One bright spot was a nurse who really tried to figure out what was really wrong. She kept texting the doctor about Annie’s case, but at one point she showed Annie the phone text that told her to stop texting him about Annie. “Day after day I tried to explain how ill I felt to brand new ‘floaters’ who weren’t comfortable texting any doctors and claimed they could not do anything for me; they were just there for the day. I continued to feel increasingly ill, day after day, and it stretched into week after week.”
Not Just An Arterial Blockage
After more tests and treatments that didn’t help, a nurse got Annie out of bed, and Annie collapsed, totally blacking out. The rapid response team was called, and they brought Annie back from the “brink of disaster”. It was the rapid response doctor who realized that Annie’s hemoglobin was dangerously low, indicating that she was somehow losing blood. They began daily transfusions to replace her blood. Annie explained, “Finally, we knew that half my blood was going into my stomach. I was moved to the intensive care unit. Back I went for another procedure where they removed a quart of blood from my stomach, clamped the abdominal bleed, and discovered that I had a ‘baseball-sized’ blood clot near the top of my stomach. I was literally that ill the whole time, and the GI bleed made it obvious that anxiety was not the cause of my problems.”
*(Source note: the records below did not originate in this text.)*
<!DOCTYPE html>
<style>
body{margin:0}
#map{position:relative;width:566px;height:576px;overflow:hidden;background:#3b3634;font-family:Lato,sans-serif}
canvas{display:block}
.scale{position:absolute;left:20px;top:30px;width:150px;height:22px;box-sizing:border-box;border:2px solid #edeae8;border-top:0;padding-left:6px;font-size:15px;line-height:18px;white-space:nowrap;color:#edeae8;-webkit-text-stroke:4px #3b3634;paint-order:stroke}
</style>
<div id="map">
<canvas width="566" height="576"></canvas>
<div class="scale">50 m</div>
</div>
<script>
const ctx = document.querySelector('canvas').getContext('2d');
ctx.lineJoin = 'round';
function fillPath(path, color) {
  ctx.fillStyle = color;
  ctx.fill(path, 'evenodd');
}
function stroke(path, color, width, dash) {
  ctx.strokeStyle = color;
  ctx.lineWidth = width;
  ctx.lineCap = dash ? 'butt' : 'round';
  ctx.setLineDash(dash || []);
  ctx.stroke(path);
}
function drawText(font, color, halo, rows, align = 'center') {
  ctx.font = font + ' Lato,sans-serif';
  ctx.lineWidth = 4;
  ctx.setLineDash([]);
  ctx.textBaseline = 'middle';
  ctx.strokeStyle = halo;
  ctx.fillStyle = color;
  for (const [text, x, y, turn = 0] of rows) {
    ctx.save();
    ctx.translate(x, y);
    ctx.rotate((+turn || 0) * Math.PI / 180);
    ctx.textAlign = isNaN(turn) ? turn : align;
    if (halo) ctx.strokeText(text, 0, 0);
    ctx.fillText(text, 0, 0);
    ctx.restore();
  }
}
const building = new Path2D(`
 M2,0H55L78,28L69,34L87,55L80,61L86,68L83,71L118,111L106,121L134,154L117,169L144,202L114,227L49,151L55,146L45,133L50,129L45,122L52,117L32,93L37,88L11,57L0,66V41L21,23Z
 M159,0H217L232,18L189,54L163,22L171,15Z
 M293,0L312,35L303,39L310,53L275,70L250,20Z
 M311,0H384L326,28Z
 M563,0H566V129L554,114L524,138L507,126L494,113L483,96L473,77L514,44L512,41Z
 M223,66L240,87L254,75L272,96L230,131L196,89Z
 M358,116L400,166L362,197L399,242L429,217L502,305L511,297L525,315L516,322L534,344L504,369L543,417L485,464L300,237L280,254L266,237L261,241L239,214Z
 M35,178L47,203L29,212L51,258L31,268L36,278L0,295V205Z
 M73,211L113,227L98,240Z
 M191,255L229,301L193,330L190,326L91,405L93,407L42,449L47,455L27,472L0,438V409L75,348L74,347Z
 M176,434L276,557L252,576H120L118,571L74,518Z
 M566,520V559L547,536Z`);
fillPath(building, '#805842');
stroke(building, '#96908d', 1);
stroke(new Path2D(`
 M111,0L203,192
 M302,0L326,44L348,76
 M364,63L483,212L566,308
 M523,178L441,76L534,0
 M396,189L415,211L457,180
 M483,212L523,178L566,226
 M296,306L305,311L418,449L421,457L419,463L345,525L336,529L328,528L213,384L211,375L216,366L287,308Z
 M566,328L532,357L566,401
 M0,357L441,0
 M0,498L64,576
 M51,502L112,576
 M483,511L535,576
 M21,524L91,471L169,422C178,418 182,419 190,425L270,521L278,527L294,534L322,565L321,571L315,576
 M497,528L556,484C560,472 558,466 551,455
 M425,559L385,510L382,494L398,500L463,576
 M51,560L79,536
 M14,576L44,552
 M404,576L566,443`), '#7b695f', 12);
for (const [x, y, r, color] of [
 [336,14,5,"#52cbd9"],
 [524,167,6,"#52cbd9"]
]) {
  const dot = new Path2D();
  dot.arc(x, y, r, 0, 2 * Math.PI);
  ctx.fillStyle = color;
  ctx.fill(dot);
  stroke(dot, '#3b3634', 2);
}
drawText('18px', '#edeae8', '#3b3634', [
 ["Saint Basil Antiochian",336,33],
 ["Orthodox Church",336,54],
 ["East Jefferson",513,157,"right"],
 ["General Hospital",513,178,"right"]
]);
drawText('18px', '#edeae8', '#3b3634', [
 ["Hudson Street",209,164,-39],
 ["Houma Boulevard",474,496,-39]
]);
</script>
“After they fixed the GI bleed, I didn’t have a single episode like the ones that had been plaguing me for months and months. That remains true to this day. My ‘anxiety’, as they wanted to call my GI bleed, is miraculously gone,” said Annie. And yet, the final psych report said that Annie had suffered from an extreme anxiety disorder. That will stay in her medical records and could haunt her for the rest of her life. “It was like they just wouldn’t move from their assessment; even though, after getting the GI bleed taken care of, I ceased to have the symptoms I was having.”
The Aftermath
After months of trauma to her body, Annie is still not back to normal, nor is she able to work, but the outcome could have been far worse. She is grateful to still be here. Now she and her husband are dealing with hundreds of thousands of dollars in debt, much of which wouldn’t have been charged if she had been diagnosed properly. After being advised about the hospital’s duty to offer Charity Care for those who cannot afford the bills, Annie contacted Mission who did remove part of the charges, but the outstanding balance is still impossible and doesn’t include the bills from Advent or their ER.